Mr. Vajpeyi said that "it's high time that writers take a stand" to mark their protest against the recent murders of writers and minorities. "We have an eloquent Prime Minister, who addresses lakhs of people, but here writers are being murdered, innocent people are being murdered, his Ministers make controversial statements...Still he is quiet. Why doesn't he shut them up?" Mr. Vajpeyi told a private news channel.

After seeing Ms. Sahgal, the 88-year-old niece of Jawaharlal Nehru, Mr. Vajpeyi said he decided to give up the award and express his solidarity with her.

The 74-year-old Hindi poet, essayist noted critic on literary and cultural matters, disapproved of statements by senior political leaders, including Union Culture Minister Mahesh Sharma which, he said, "belittled the "multi-cultural and multi-religious" fabric of the country.

"There are the comments made by the Culture Minister about renaming Aurangazeb road to APJ Abdul Kalam road.
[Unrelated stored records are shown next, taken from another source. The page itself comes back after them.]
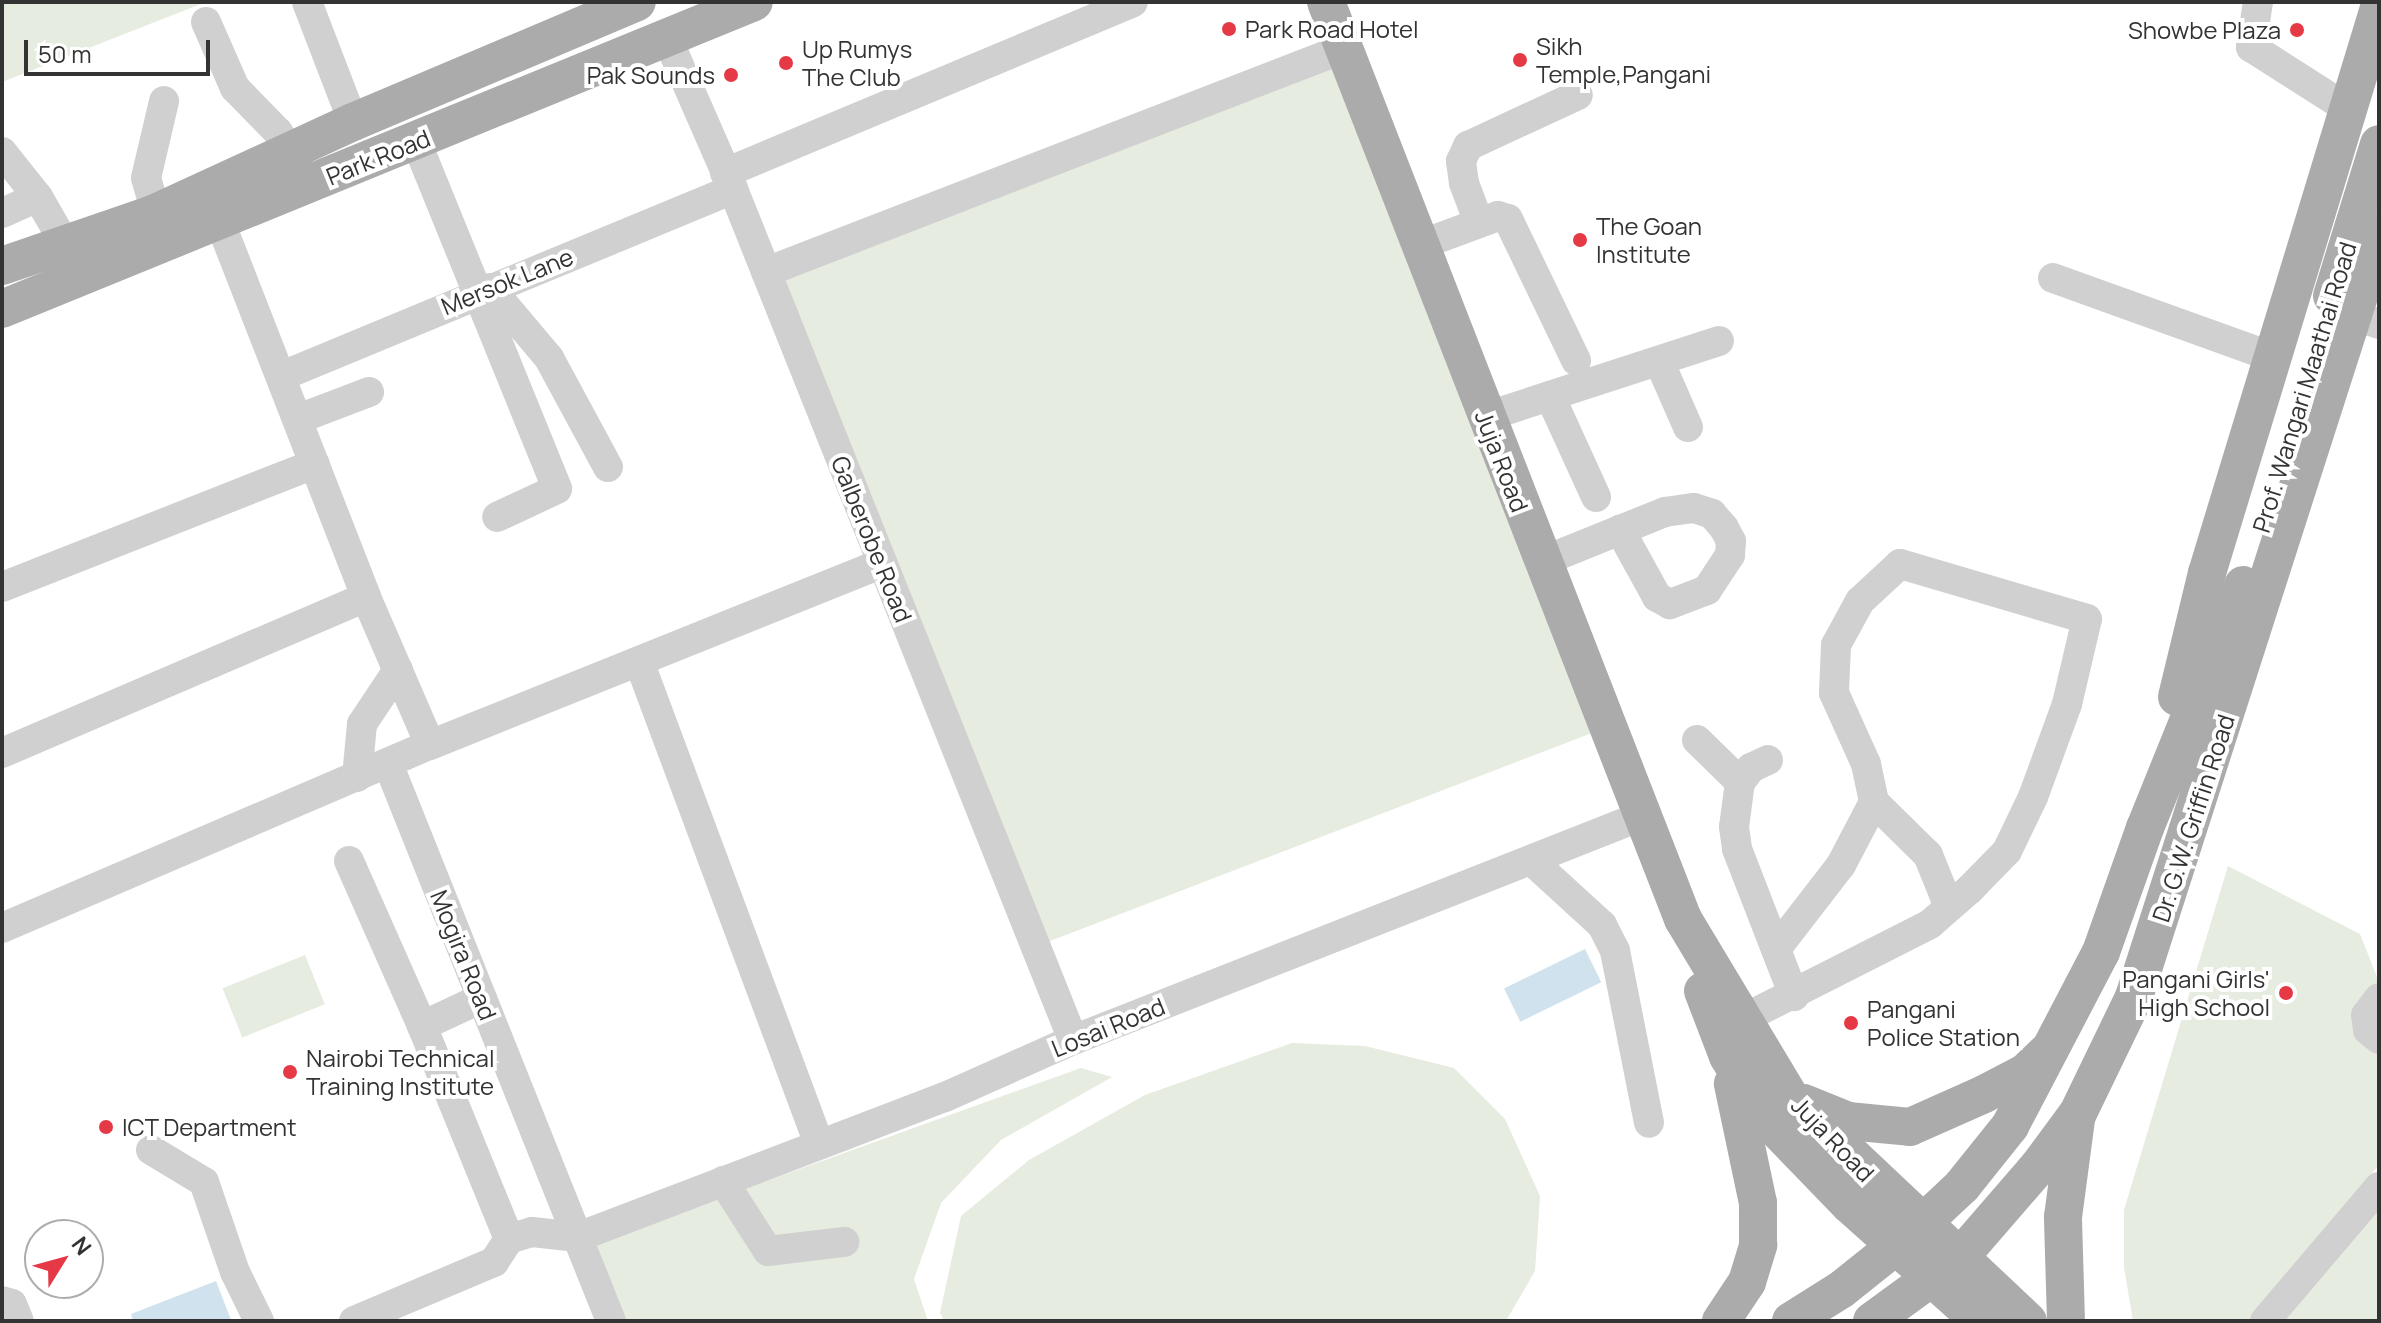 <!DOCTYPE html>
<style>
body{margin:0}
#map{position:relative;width:2381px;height:1323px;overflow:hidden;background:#fff;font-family:Manrope,sans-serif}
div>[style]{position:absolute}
.green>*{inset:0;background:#e6ecdf;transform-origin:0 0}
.water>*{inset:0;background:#cfe2ee;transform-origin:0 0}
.minor>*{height:30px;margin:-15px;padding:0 15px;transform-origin:15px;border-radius:15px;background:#d0d0d0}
.major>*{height:38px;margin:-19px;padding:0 19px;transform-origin:19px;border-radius:19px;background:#ababab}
.dots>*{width:22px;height:22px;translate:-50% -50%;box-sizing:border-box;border:4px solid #fff;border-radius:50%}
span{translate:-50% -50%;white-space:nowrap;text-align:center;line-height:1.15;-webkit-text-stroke:8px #fff;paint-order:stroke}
.poi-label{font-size:24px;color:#333}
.left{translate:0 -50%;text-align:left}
.right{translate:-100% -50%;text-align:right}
.street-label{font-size:24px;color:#333}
.frame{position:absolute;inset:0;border:4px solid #333;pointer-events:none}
.north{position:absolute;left:24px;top:1219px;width:80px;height:80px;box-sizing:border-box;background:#fff;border:2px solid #adadad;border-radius:50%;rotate:53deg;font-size:22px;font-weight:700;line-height:32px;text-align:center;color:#333}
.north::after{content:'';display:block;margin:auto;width:28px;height:36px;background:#e63946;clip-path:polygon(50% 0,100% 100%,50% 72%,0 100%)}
.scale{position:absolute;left:24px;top:40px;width:186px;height:36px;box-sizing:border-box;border:4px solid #333;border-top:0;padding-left:10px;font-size:24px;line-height:28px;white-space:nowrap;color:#333;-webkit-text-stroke:6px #fff;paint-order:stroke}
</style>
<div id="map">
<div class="green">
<i style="clip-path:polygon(2px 2px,206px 2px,2px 82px)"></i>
<i style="left:1345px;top:48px;width:728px;height:621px;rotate:69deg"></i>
<i style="clip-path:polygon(2228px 866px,2360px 934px,2379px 982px,2379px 1164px,2279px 1301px,2258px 1321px,2133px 1321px,2124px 1267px,2124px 1210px)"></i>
<i style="left:305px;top:955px;width:53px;height:89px;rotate:68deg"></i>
<i style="clip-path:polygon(1292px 1043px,1365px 1046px,1454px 1068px,1505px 1119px,1540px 1196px,1535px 1271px,1506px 1321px,944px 1321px,940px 1313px,961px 1216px,1029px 1160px,1145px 1095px)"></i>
<i style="clip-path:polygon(1081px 1068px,1112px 1077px,1001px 1140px,941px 1203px,914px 1279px,928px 1321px,624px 1321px,593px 1243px)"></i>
<i style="clip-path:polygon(2379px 1196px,2379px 1321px,2269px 1321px)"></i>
</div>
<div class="water">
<i style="left:1585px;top:949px;width:37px;height:90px;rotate:64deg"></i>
<i style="clip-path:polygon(216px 1281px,231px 1320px,133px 1321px,131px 1314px)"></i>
</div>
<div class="minor">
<i style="left:307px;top:2px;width:129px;rotate:69deg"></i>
<i style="left:2258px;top:2px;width:46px;rotate:98.8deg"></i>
<i style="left:2251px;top:47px;width:115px;rotate:32.6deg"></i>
<i style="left:206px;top:22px;width:72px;rotate:66.3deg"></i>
<i style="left:235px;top:88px;width:62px;rotate:45.7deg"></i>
<i style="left:278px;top:132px;width:44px;rotate:59.9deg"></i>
<i style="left:668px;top:40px;width:163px;rotate:66.4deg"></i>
<i style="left:733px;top:189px;width:916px;rotate:68.22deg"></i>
<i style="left:416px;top:141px;width:375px;rotate:67.9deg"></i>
<i style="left:557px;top:489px;width:66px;rotate:155deg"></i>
<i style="left:2px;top:152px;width:58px;rotate:51.3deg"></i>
<i style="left:38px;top:197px;width:76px;rotate:60.1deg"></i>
<i style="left:725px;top:173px;width:442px;rotate:-22.7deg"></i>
<i style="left:2px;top:213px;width:39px;rotate:-24deg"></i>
<i style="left:220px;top:222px;width:402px;rotate:68.7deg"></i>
<i style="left:366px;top:597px;width:161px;rotate:66.6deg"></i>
<i style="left:1479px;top:223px;width:43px;rotate:-110.6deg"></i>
<i style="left:1464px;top:183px;width:22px;rotate:-98deg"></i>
<i style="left:1461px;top:161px;width:17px;rotate:-65deg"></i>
<i style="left:1468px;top:146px;width:121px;rotate:-24.9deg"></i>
<i style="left:162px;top:234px;width:58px;rotate:-105.9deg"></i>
<i style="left:146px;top:178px;width:79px;rotate:-76.8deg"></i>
<i style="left:1420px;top:245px;width:83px;rotate:-20.4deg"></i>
<i style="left:1498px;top:216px;width:10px;rotate:17deg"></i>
<i style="left:1508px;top:219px;width:157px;rotate:64.3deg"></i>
<i style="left:766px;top:272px;width:621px;rotate:-21.15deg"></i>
<i style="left:2053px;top:278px;width:233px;rotate:19.8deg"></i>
<i style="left:490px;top:288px;width:92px;rotate:49.9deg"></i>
<i style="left:549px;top:358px;width:124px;rotate:61.6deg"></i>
<i style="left:2353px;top:315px;width:28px;rotate:19deg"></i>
<i style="left:1659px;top:361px;width:72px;rotate:66.3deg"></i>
<i style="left:282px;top:376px;width:488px;rotate:-22.5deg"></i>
<i style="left:1550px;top:396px;width:111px;rotate:65.5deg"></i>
<i style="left:1485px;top:417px;width:246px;rotate:-18deg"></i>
<i style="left:298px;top:419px;width:76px;rotate:-20.8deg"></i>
<i style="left:1541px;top:562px;width:134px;rotate:-22deg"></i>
<i style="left:1665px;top:512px;width:29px;rotate:-8deg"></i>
<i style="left:1694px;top:508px;width:19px;rotate:18deg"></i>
<i style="left:1712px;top:514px;width:18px;rotate:49deg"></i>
<i style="left:1724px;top:528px;width:15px;rotate:62deg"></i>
<i style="left:1731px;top:541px;width:14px;rotate:94deg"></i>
<i style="left:1730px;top:555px;width:42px;rotate:123.3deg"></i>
<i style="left:1707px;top:590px;width:40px;rotate:159deg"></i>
<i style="left:1670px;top:604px;width:15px;rotate:-152deg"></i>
<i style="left:1657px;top:597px;width:77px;rotate:-118.9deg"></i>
<i style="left:2px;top:587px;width:336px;rotate:-21.5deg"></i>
<i style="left:640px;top:664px;width:512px;rotate:69.55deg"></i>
<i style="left:1697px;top:740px;width:60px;rotate:44.3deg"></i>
<i style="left:2px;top:753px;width:396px;rotate:-23.2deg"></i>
<i style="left:1768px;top:760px;width:19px;rotate:155deg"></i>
<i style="left:1751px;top:768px;width:18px;rotate:128deg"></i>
<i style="left:1740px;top:782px;width:45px;rotate:97.6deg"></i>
<i style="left:1734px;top:827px;width:22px;rotate:82deg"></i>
<i style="left:1737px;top:849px;width:158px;rotate:68.8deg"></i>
<i style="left:389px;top:766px;width:598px;rotate:68.2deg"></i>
<i style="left:357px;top:777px;width:53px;rotate:-84.6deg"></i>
<i style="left:362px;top:724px;width:65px;rotate:-56.3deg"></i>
<i style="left:349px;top:861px;width:180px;rotate:66.1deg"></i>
<i style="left:422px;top:1026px;width:66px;rotate:-25deg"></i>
<i style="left:1532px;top:861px;width:95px;rotate:42.4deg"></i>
<i style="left:1602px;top:925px;width:29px;rotate:63deg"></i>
<i style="left:1615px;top:951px;width:175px;rotate:78.8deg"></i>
<i style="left:2px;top:928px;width:465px;rotate:-23.2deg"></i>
<i style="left:430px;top:745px;width:486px;rotate:-21.9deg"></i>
<i style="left:1776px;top:949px;width:106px;rotate:-52.3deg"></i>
<i style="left:1841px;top:865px;width:71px;rotate:-62.4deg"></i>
<i style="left:2379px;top:998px;width:21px;rotate:127deg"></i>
<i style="left:2366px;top:1015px;width:15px;rotate:82deg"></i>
<i style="left:2368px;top:1030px;width:14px;rotate:39deg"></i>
<i style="left:1741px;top:1020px;width:212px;rotate:-26.9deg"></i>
<i style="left:1930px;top:924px;width:52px;rotate:-41.1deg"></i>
<i style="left:1969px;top:890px;width:54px;rotate:-45.7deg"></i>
<i style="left:2007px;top:851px;width:60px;rotate:-64.3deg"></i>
<i style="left:2033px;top:797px;width:99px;rotate:-69.9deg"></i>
<i style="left:2067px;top:704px;width:87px;rotate:-76.8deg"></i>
<i style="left:2087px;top:619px;width:195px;rotate:-163.6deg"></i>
<i style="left:1900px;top:564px;width:54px;rotate:137.2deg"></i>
<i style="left:1860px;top:601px;width:50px;rotate:118.6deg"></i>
<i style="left:1836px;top:645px;width:48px;rotate:92.4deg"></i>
<i style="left:1834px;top:693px;width:78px;rotate:65.7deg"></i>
<i style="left:1866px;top:764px;width:39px;rotate:78deg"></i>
<i style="left:1874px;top:802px;width:76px;rotate:44.5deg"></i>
<i style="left:1928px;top:855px;width:56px;rotate:68deg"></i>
<i style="left:151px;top:1150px;width:62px;rotate:31.1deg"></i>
<i style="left:204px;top:1182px;width:95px;rotate:71deg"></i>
<i style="left:235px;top:1272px;width:55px;rotate:63.9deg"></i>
<i style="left:723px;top:1181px;width:83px;rotate:57.3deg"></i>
<i style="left:768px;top:1251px;width:77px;rotate:-6.8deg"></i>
<i style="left:509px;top:1239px;width:24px;rotate:-17deg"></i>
<i style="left:532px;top:1232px;width:46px;rotate:6.2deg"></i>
<i style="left:578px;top:1237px;width:393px;rotate:-20.9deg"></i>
<i style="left:945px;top:1097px;width:140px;rotate:-24deg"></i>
<i style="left:1073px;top:1040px;width:608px;rotate:-21.5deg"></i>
<i style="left:2px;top:1301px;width:10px;rotate:17deg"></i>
<i style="left:12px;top:1304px;width:18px;rotate:68deg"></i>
<i style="left:354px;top:1321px;width:152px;rotate:-22.9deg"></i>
<i style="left:494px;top:1262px;width:27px;rotate:-57deg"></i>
<i style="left:509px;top:1239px;width:230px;rotate:-112.2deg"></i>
<i style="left:2265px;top:1321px;width:176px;rotate:-49.6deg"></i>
</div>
<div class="major">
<i style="left:1326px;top:2px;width:984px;rotate:68.73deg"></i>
<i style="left:1683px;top:919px;width:208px;rotate:59deg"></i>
<i style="left:1790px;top:1097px;width:327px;rotate:43.3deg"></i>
<i style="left:2px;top:266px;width:160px;rotate:-19deg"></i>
<i style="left:153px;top:214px;width:220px;rotate:-24.7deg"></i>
<i style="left:353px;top:122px;width:308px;rotate:-22.9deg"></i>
<i style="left:2332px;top:296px;width:159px;rotate:-72.8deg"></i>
<i style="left:2px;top:309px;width:812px;rotate:-22.21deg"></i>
<i style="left:2177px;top:697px;width:128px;rotate:-76.4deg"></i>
<i style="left:2207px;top:573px;width:591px;rotate:-73.07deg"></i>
<i style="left:1703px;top:991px;width:70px;rotate:69deg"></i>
<i style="left:1728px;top:1056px;width:66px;rotate:59.9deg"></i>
<i style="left:1761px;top:1113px;width:127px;rotate:46deg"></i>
<i style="left:1849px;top:1204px;width:176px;rotate:41.8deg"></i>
<i style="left:1804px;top:1103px;width:48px;rotate:22.2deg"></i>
<i style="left:1848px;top:1121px;width:62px;rotate:5.5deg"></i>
<i style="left:1910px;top:1127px;width:81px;rotate:-24deg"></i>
<i style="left:1984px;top:1094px;width:47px;rotate:-27.6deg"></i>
<i style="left:2026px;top:1072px;width:28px;rotate:-44deg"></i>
<i style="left:1721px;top:1321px;width:47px;rotate:-56.3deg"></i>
<i style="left:1747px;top:1282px;width:39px;rotate:-73deg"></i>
<i style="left:1758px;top:1245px;width:42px;rotate:-90deg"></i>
<i style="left:1758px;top:1203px;width:122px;rotate:-101.9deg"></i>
<i style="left:1791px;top:1321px;width:60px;rotate:-32.1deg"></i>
<i style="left:1842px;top:1289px;width:90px;rotate:-38.7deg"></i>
<i style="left:1912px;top:1233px;width:69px;rotate:-43.2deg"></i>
<i style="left:1962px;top:1186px;width:77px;rotate:-51.3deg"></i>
<i style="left:2010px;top:1126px;width:196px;rotate:-62.4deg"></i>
<i style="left:2101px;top:952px;width:132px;rotate:-70.5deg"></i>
<i style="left:2145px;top:828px;width:262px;rotate:-68deg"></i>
<i style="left:1872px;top:1321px;width:109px;rotate:-36deg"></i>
<i style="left:1960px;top:1257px;width:119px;rotate:-49.1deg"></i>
<i style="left:2038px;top:1167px;width:67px;rotate:-53.5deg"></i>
<i style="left:2078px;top:1113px;width:129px;rotate:-64.2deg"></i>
<i style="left:2134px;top:997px;width:801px;rotate:-72.2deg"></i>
<i style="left:2066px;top:1321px;width:104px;rotate:-91.7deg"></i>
<i style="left:2063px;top:1217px;width:98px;rotate:-82.4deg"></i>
</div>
<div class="dots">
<i style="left:1229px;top:29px;background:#e63946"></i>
<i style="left:2297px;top:30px;background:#e63946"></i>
<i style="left:1520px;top:60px;background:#e63946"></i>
<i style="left:786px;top:63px;background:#e63946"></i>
<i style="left:731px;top:75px;background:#e63946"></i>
<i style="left:1580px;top:240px;background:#e63946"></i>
<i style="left:2286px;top:993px;background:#e63946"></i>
<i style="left:1851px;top:1023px;background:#e63946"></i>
<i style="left:290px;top:1072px;background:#e63946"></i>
<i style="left:106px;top:1127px;background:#e63946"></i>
</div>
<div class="poi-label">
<span class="left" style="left:1245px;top:29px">Park Road Hotel</span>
<span class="right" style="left:2281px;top:30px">Showbe Plaza</span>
<span class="left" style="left:1536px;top:60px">Sikh<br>Temple,Pangani</span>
<span class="left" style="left:802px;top:63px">Up Rumys<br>The Club</span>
<span class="right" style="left:715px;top:75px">Pak Sounds</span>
<span class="left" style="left:1596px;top:240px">The Goan<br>Institute</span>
<span class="right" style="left:2270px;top:993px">Pangani Girls'<br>High School</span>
<span class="left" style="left:1867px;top:1023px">Pangani<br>Police Station</span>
<span class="left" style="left:306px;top:1072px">Nairobi Technical<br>Training Institute</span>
<span class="left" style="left:122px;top:1127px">ICT Department</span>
</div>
<div class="street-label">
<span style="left:378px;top:157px;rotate:-22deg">Park Road</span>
<span style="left:507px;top:281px;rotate:-22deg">Mersok Lane</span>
<span style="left:2304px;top:387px;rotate:-73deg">Prof. Wangari Maathai Road</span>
<span style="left:1502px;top:461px;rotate:69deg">Juja Road</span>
<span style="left:872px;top:539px;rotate:68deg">Galberobe Road</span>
<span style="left:2193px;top:818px;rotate:-72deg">Dr. G.W. Griffin Road</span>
<span style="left:464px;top:955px;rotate:68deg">Mogira Road</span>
<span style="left:1108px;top:1027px;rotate:-22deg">Losai Road</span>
<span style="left:1833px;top:1139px;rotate:46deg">Juja Road</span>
</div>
<div class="frame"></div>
<div class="north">N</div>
<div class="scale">50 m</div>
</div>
He says Kalam was a great nationalist despite being a Muslim.

"These kinds of statements belittle the multi-cultural and multi-religious fabric of the country....What can writers do but protest," he said.

Sahgal in an open letter titled "Unmaking of India" referred to the lynching of a Muslim man by a mob in Dadri on Delhi's outskirts over suspicion of eating beef, and also the killings of Kannada writer M M Kalburgi and rationalists Narendra Dabholkar and Govind Pansare.

Sehgal had also questioned the silence of PM Narendra Modi on these incidents.

"This is in solidarity with writers and intellectuals being murdered in broad daylight...," Vajpeyi said.

He also expressed disappointment over the failure of the Sahitya Akademi to "rise to the occassion" to protect the autonomy of writers.

"The Sahitya Akademi has failed to rise to the occassion.

They have not protested against what has been happening to the the writers' autonomy. The writers' community should rise in protest," Vajpeyi said.

Earlier, Hindi writer Uday Prakash had also returned his Sahitya Akademi Award, raising similar issues. Six Kannada writers too had returned literary awards conferred on them by the Karnataka government against the delay in probing the killing of Kalburgi, himself a Sahitya Kala Akademi award recipient.